I wanted to know if I am setting up my GMM correctly or if there is a better way to model the data. My data set has arrest data for individuals starting from when they were juveniles (approximately age 12) up through whatever their current age happens to be (ranging from 21 to 67 years of age).
From these raw data, I created a set of 49 indicator variables reflecting whether a person was arrested at a given age or not. Variable 1 represents arrested at age 12 or not for all subjects; variable 2 represents arrested at age 13 or not, etc. up through age 60. If a person is younger than 60, as most in the data set are, I set the indicator variable for that year and for all subsequent years to be missing. For instance, a 35 year old would have missing data for the indicators representing ages 36 through 60 with the variables for years 12 through 35 set at 0 (no arrest) or 1 (arrested).
I then ran these data through mplus using Type = mixture, to estimate a GMM with linear and quadratic terms. The model converges (2 - 5 classes with the 5 class model best) but I get a warning saying the covariance coverage is below the specified limit. I assume this is because of the missing data for the variables representing later years.
Should I be concerned about that error message? Is there a better or more correct way to model these data?
I looked at 6.18 and see your point. However, I keep getting the error message: "One or more variables in the data set have no non-missing values." Unlike the example, there are not an equal number of measurements per participant. The number of measurements varies by age group.
To approximate the multiple cohort model, I created 4 groups based on age (< 30, 31-40, etc.) My model statement is:
All measurement points are included in this statement, which I assumed refers to the oldest group. For each younger group, I set up a similar statement but only included the times for which they were measured. For the <30 group, it looks like this:
One follow-up question. I have slogged on with this model and after figuring out how to deal with missing data and the coverage issue, have successfully run it as a GMM.
Upon adding covariates to the model (regressing both class and the growth factors on covariates) I notice that the part of the print out showing estimated probabilities for the categorical indicators at each time point by class are no longer presented. Reading through posts on here, I understand this is because the estimated probabilities depend on the covariates.
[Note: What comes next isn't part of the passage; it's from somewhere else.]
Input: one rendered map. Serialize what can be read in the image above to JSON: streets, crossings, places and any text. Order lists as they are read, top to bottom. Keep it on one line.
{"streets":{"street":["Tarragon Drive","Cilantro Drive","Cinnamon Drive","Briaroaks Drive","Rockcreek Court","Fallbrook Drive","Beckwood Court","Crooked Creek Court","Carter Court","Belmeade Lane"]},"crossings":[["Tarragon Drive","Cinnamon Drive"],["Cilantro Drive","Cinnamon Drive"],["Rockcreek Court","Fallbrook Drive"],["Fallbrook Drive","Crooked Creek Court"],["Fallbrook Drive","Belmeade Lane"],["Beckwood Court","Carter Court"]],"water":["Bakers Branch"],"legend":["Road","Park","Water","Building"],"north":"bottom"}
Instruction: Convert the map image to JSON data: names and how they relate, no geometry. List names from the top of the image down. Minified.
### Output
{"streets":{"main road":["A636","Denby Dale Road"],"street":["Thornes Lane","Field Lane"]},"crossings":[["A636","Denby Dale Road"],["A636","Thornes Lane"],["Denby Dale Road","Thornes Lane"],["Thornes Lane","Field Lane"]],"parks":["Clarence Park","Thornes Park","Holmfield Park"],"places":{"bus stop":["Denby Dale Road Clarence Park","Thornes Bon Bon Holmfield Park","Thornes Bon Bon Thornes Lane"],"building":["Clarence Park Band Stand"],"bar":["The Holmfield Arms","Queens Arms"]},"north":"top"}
I wanted to calculate them by hand for one of the covariates and classes so I could show the effects of that covariate on the growth curve for that class. I have not been able to figure out the formula for doing so using the intercepts for the growth factors and the estimated values for each growth factor regressed on a covariate (by class). The examples in the mPlus manual (showing conversion from log odds to probabilities) seem not to apply. Is it possible to calculate these probabilities by hand, and if so, can you direct me to an example or the formula.
Does it make sense to include a case with only one observed value in a GMM?
I can see how this case would be informative in a simple growth curve model; it would help determine the average value of the curve at that time-point. However, with a mixture model, it seems like this case would be unclassifiable. If two classes have the same initial value but diverge at later time-points, a case with only one observation at the initial time-point might have an equal probability of being in each class.
Of course, I can see how this example might exist even for a case with the maximum number of observations. Each observed value could fall halfway between two classes. So, would a case with a single observation help determine the cross-sectional mixture distribution at that one time-point?
Please send your input, output, data to Support along with your license number.
Daniel Lee posted on Monday, August 12, 2019 - 9:18 am
Hi Dr. Muthen, I ran my growth mixture model (GMM) across 4 waves of data. Some participants were missing data on some, but not all, of the measurement periods. I noticed that for those participants with some missing data, they weren't dropped during the GMMs, leading me to believe that FIML was used to treat missing data.
Can you explain why FIML is used for GMM, and why it cannot be used for BCH or three-step method? I think, per our prior discussion, the default missing data treatment for BCH method is listwise deletion (in Mplus) and one can implement multiple imputation...while GMMs allow FIML.